2021年7月1日
年間を通して豊かな陽光が降り注ぐ地域では、長年の紫外線 (UV) 暴露による目の病気である翼状片 (pterygium / *発音=プテリジン) を発症しやすいと、多くの眼科医が警鐘を鳴らしている。翼状片とは白目の表面を覆う結膜組織が過剰増殖し、次第に黒目に進入する病気。
初期の自覚症状は目の充血や目の中に異物感を覚える程度だが、10年以上経過すると、角膜にまで進んで乱視や視力低下を引き起こす。
瞳孔が覆われてしまうと視力が失われる恐れも。
両眼ともに発症することがよくある。
患者は50歳以上の中高齢者に多い。
翼状片は良性腫瘍の眼病で、生命を脅かすことはないが、徐々に拡大して視力に影響してくると手術が必要となり、角膜から翼状片組織を丁寧にはがし、結膜の下にある一部の組織も切除しなければならない。

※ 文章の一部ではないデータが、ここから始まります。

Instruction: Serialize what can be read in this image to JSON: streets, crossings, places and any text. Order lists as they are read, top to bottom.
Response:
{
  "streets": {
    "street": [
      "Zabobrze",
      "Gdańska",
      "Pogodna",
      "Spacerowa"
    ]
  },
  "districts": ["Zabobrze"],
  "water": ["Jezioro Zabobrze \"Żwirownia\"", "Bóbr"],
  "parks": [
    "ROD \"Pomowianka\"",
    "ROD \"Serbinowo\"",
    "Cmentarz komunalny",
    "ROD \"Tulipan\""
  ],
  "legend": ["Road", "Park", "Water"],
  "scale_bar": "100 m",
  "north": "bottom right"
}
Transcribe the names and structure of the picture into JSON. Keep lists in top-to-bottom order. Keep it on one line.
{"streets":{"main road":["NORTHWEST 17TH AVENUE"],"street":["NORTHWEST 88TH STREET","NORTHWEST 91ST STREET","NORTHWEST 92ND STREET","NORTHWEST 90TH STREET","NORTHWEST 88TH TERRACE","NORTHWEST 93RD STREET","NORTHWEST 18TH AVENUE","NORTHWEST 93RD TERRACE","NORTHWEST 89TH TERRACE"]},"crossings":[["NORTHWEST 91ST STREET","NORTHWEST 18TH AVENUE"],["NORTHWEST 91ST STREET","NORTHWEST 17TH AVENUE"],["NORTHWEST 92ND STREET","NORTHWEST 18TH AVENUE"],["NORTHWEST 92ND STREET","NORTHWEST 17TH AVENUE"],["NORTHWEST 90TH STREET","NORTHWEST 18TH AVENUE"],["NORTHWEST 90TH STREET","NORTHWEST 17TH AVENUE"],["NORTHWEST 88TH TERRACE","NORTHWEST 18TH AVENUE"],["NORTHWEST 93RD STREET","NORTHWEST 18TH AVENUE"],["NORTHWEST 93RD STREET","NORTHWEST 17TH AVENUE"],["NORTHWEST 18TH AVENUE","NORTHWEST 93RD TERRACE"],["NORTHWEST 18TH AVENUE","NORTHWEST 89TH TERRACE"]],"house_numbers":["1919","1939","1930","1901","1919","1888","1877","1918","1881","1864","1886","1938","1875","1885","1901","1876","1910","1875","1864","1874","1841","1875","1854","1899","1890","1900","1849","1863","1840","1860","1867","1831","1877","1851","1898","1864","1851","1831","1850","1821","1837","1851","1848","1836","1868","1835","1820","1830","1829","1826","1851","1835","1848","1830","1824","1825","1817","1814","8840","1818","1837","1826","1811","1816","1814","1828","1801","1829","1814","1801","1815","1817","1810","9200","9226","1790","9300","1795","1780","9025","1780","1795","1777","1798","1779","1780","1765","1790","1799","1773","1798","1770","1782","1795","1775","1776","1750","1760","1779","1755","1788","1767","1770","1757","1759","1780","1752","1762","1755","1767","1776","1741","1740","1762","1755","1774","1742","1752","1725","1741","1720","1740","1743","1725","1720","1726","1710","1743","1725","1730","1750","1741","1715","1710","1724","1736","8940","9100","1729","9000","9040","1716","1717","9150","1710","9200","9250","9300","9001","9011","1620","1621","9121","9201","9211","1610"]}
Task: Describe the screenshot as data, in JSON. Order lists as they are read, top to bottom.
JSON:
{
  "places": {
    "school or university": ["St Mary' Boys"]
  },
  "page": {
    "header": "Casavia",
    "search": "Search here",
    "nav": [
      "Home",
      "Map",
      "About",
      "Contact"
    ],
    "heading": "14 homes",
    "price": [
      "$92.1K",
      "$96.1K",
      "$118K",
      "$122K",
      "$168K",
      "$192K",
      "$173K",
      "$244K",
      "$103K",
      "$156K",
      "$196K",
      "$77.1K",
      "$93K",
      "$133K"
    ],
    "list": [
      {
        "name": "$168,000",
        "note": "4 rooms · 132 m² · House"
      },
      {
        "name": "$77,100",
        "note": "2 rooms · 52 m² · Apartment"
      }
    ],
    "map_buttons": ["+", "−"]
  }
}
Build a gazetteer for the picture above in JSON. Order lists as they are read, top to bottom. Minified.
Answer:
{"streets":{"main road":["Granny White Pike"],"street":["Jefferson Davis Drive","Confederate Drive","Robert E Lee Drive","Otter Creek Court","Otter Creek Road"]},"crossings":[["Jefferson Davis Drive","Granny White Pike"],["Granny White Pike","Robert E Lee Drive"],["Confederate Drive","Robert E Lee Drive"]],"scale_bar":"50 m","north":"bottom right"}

切断された結膜の部分を上下の正常な結膜で覆い、縫合を行う。
再発した場合は、細胞増殖抑制薬を使用し、健常な結膜を移植する。
これまで翼状片の原因は不明とされてきたが、最新の医療研究は紫外線に対する無防備が深く影響を及ぼしていると指摘する。
翼状片の患者は、太陽光線に身を曝 (さら) す生活を日常としている人々に多く見られる。
とりわけサンディエゴのような “アウトドア天国” に多く、海やプールなどに日差しが照り返される環境が発症率を助長するという。
一般的には紫外線と皮膚がんの因果関係がよく知られているが、翼状片などの聞き慣れない眼病への危険性についてはあまり語られてこなかった。
専門医は基本的な防衛策として、外出の際のサングラス着用を奨励している。